[RECORDS TO PROCESS]

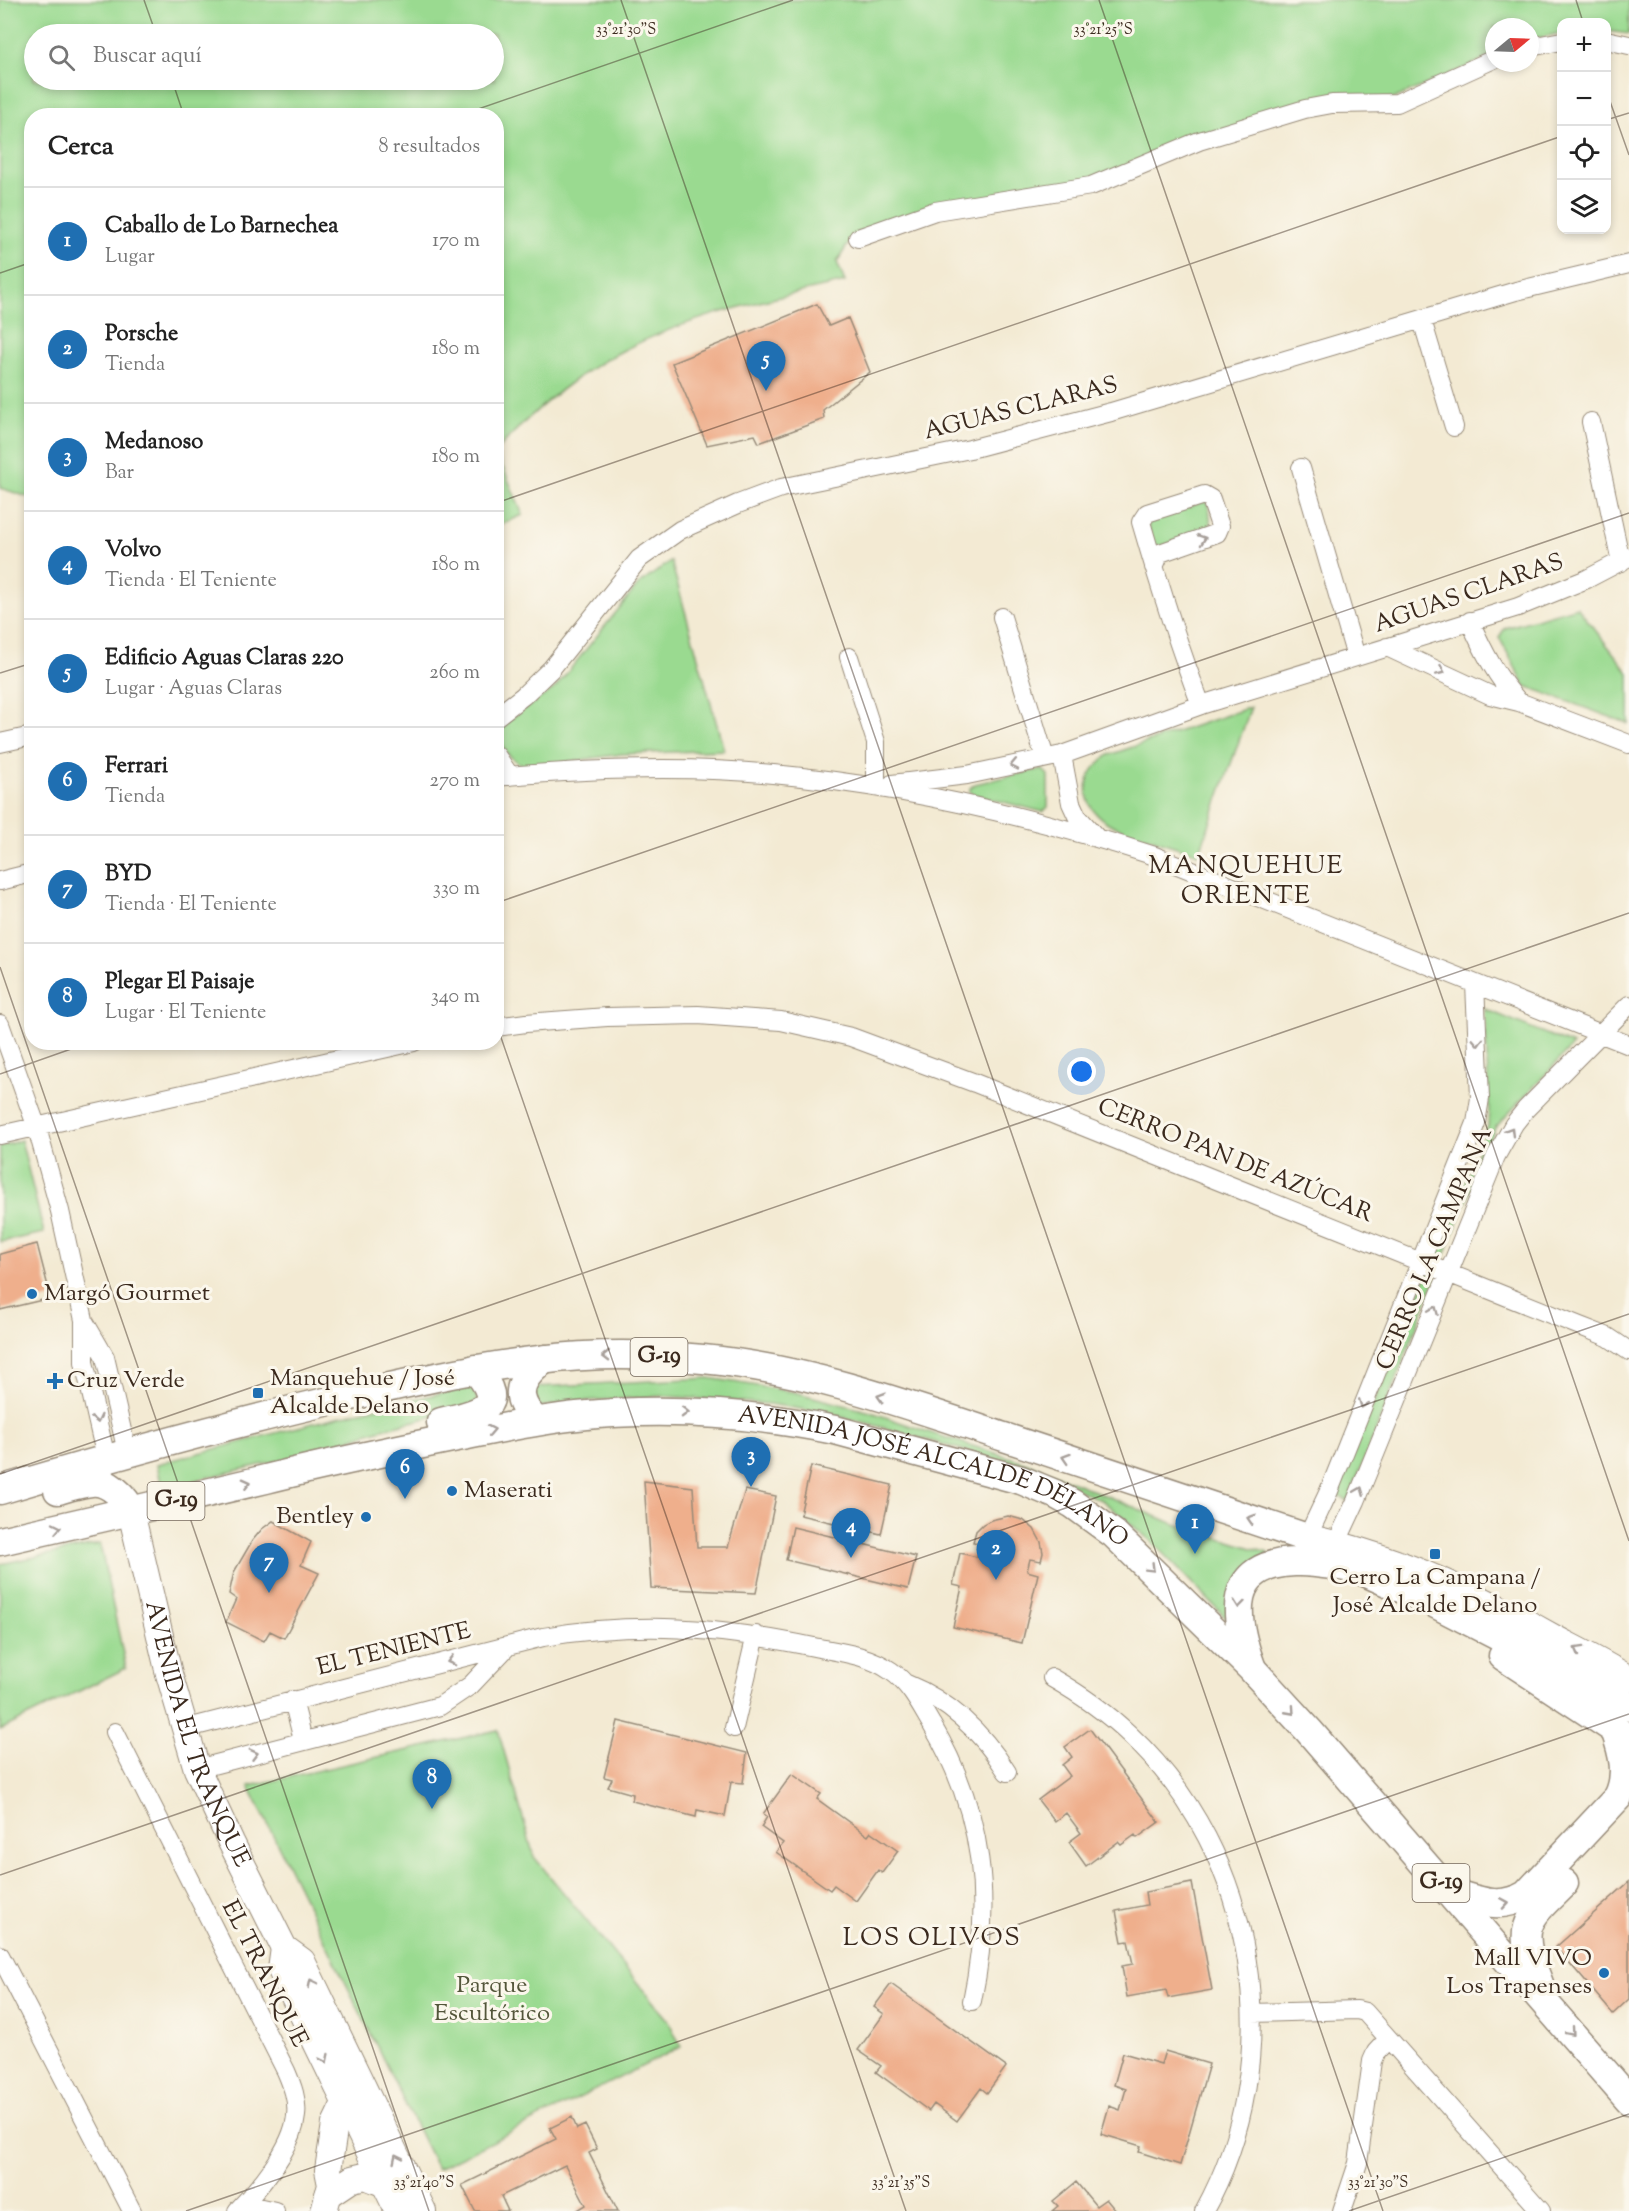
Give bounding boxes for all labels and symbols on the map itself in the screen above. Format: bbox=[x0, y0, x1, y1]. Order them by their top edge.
north arrow bbox=[1485, 18, 1539, 72]
text: 33°21'30"S bbox=[596, 20, 656, 41]
text: 33°21'25"S bbox=[1073, 20, 1133, 41]
pin: 5 bbox=[746, 342, 786, 391]
street label: AGUAS CLARAS bbox=[921, 368, 1121, 450]
one-way arrow bbox=[1196, 533, 1206, 546]
street label: AGUAS CLARAS bbox=[1370, 546, 1568, 642]
one-way arrow bbox=[1434, 663, 1445, 675]
one-way arrow bbox=[1009, 757, 1019, 770]
district label: MANQUEHUE ORIENTE bbox=[1148, 848, 1344, 915]
one-way arrow bbox=[1471, 1038, 1484, 1047]
your location bbox=[1067, 1057, 1096, 1086]
street label: CERRO PAN DE AZÚCAR bbox=[1092, 1090, 1379, 1232]
street label: CERRO LA CAMPANA bbox=[1368, 1122, 1502, 1376]
one-way arrow bbox=[1503, 1127, 1515, 1137]
place label: Margó Gourmet bbox=[44, 1277, 210, 1311]
marker: Margó Gourmet bbox=[25, 1287, 39, 1301]
one-way arrow bbox=[1427, 1306, 1439, 1317]
road number: G-19 bbox=[630, 1338, 688, 1376]
one-way arrow bbox=[602, 1350, 611, 1362]
place label: Manquehue / José Alcalde Delano bbox=[270, 1362, 455, 1424]
place label: Cruz Verde bbox=[67, 1364, 185, 1398]
marker: Cruz Verde bbox=[48, 1374, 62, 1388]
marker: Manquehue / José Alcalde Delano bbox=[251, 1386, 265, 1400]
one-way arrow bbox=[876, 1392, 887, 1404]
one-way arrow bbox=[1358, 1398, 1370, 1409]
street label: AVENIDA JOSÉ ALCALDE DÉLANO bbox=[736, 1399, 1136, 1556]
one-way arrow bbox=[680, 1406, 689, 1418]
one-way arrow bbox=[90, 1414, 103, 1424]
one-way arrow bbox=[486, 1424, 496, 1437]
pin: 3 bbox=[732, 1438, 771, 1487]
pin: 6 bbox=[386, 1450, 424, 1499]
one-way arrow bbox=[1061, 1452, 1072, 1465]
place label: Maserati bbox=[464, 1474, 553, 1508]
one-way arrow bbox=[242, 1478, 252, 1491]
road number: G-19 bbox=[148, 1482, 204, 1520]
marker: Maserati bbox=[445, 1484, 459, 1498]
one-way arrow bbox=[1353, 1486, 1365, 1497]
place label: Bentley bbox=[276, 1500, 354, 1534]
pin: 1 bbox=[1176, 1504, 1214, 1554]
pin: 4 bbox=[832, 1508, 870, 1558]
marker: Bentley bbox=[359, 1510, 373, 1524]
one-way arrow bbox=[1246, 1514, 1257, 1526]
one-way arrow bbox=[52, 1522, 62, 1535]
pin: 2 bbox=[976, 1530, 1016, 1580]
pin: 7 bbox=[250, 1544, 288, 1593]
marker: Cerro La Campana / José Alcalde Delano bbox=[1428, 1547, 1442, 1561]
one-way arrow bbox=[1143, 1561, 1154, 1572]
place label: Cerro La Campana / José Alcalde Delano bbox=[1329, 1561, 1541, 1623]
street label: AVENIDA EL TRANQUE bbox=[135, 1597, 258, 1874]
one-way arrow bbox=[1233, 1600, 1246, 1609]
street label: EL TENIENTE bbox=[313, 1614, 475, 1686]
one-way arrow bbox=[1574, 1646, 1584, 1657]
one-way arrow bbox=[446, 1653, 456, 1666]
one-way arrow bbox=[1284, 1704, 1295, 1715]
one-way arrow bbox=[249, 1748, 259, 1761]
pin: 8 bbox=[412, 1760, 452, 1809]
road number: G-19 bbox=[1412, 1864, 1470, 1902]
street label: EL TRANQUE bbox=[212, 1895, 316, 2054]
one-way arrow bbox=[1501, 1897, 1510, 1909]
district label: LOS OLIVOS bbox=[843, 1920, 1021, 1957]
place label: Mall VIVO Los Trapenses bbox=[1447, 1942, 1592, 2004]
marker: Mall VIVO Los Trapenses bbox=[1597, 1966, 1611, 1980]
park label: Parque Escultórico bbox=[434, 1969, 550, 2031]
one-way arrow bbox=[308, 1978, 320, 1989]
one-way arrow bbox=[1564, 2025, 1575, 2036]
one-way arrow bbox=[318, 2052, 329, 2063]
one-way arrow bbox=[393, 2154, 405, 2165]
text: 33°21'40"S bbox=[394, 2173, 454, 2194]
text: 33°21'35"S bbox=[872, 2173, 930, 2194]
text: 33°21'30"S bbox=[1348, 2173, 1408, 2194]

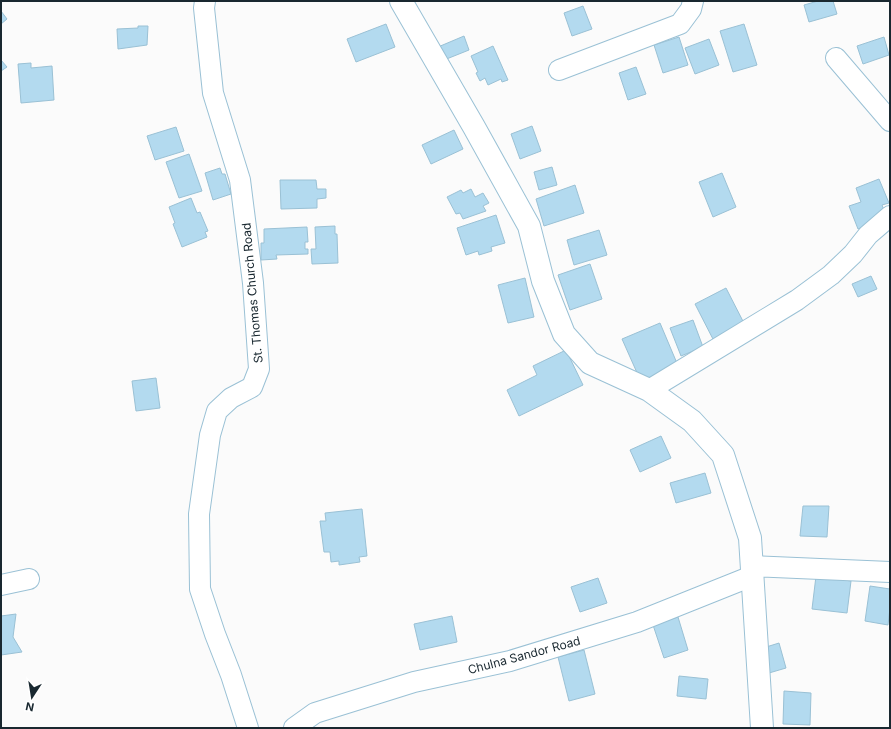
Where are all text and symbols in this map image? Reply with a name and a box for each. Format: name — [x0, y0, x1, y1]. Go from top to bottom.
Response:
street label: St. Thomas Church Road — [238, 222, 266, 364]
street label: Chulna Sandor Road — [466, 633, 582, 677]
north arrow — [12, 677, 52, 717]
text: N — [24, 699, 35, 715]

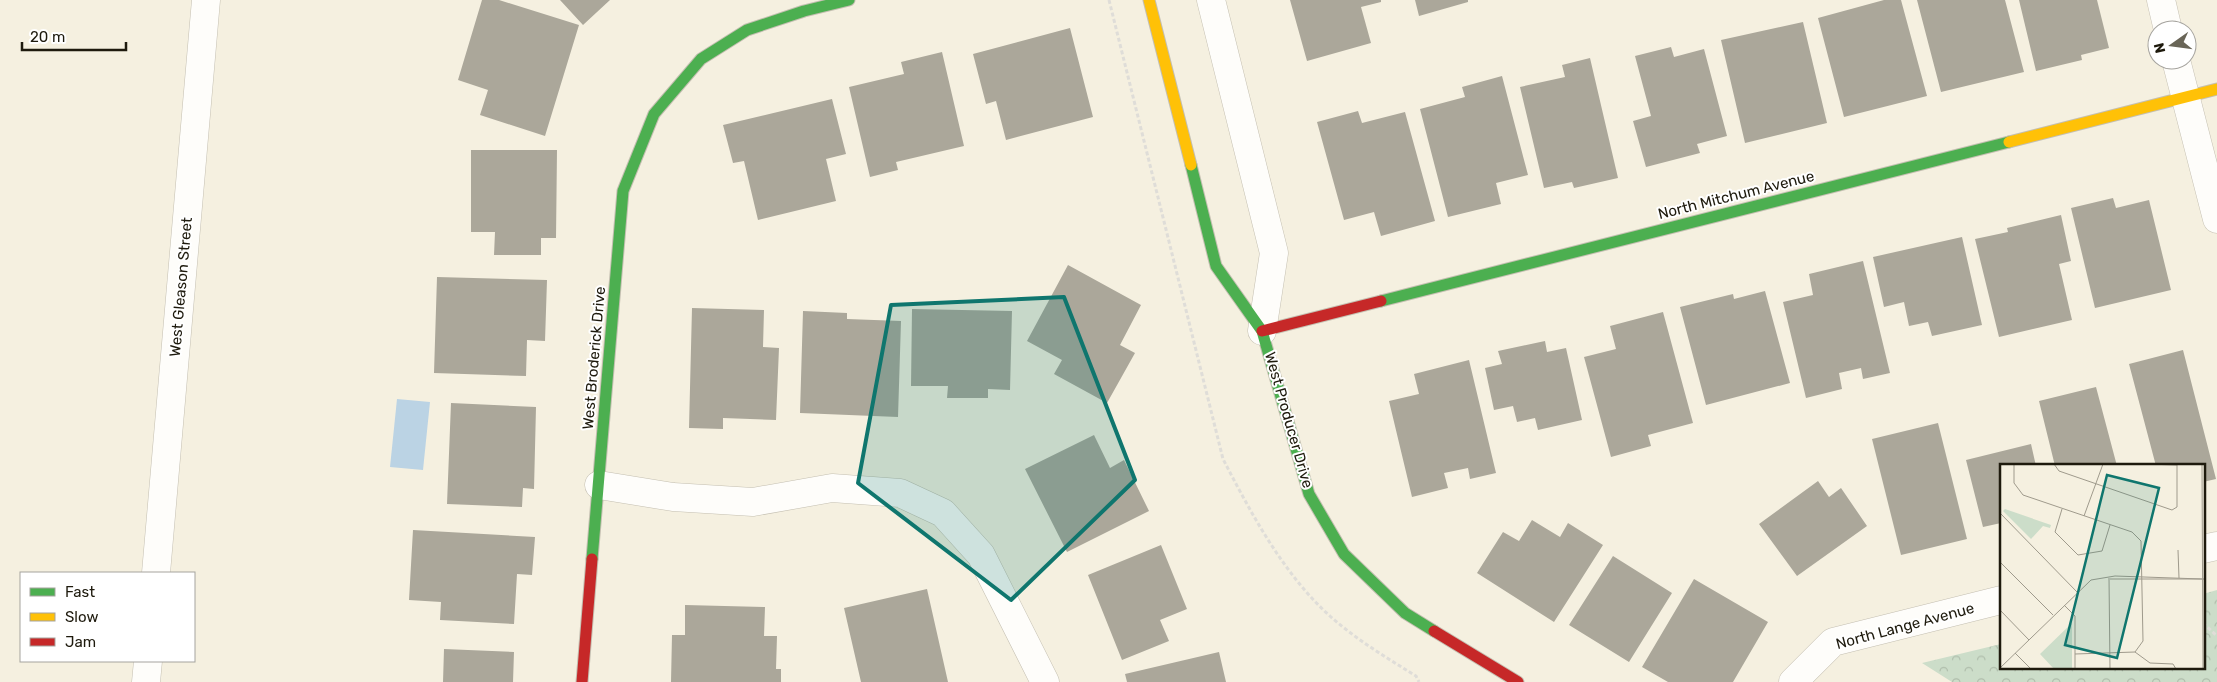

[/RECORDS TO PROCESS]

Transcribe exactly the lines running from the line with "Where are all" to the last line of the entries. Pictures stay out of the copy.

* [EXERCISE ANSWER]
Where are all text and symbols in this map image? Reply with a name and a box for each. Format: name — [x0, y0, x1, y1]. Go from top to bottom.
Response:
street label: St. Thomas Church Road — [238, 222, 266, 364]
street label: Chulna Sandor Road — [466, 633, 582, 677]
north arrow — [12, 677, 52, 717]
text: N — [24, 699, 35, 715]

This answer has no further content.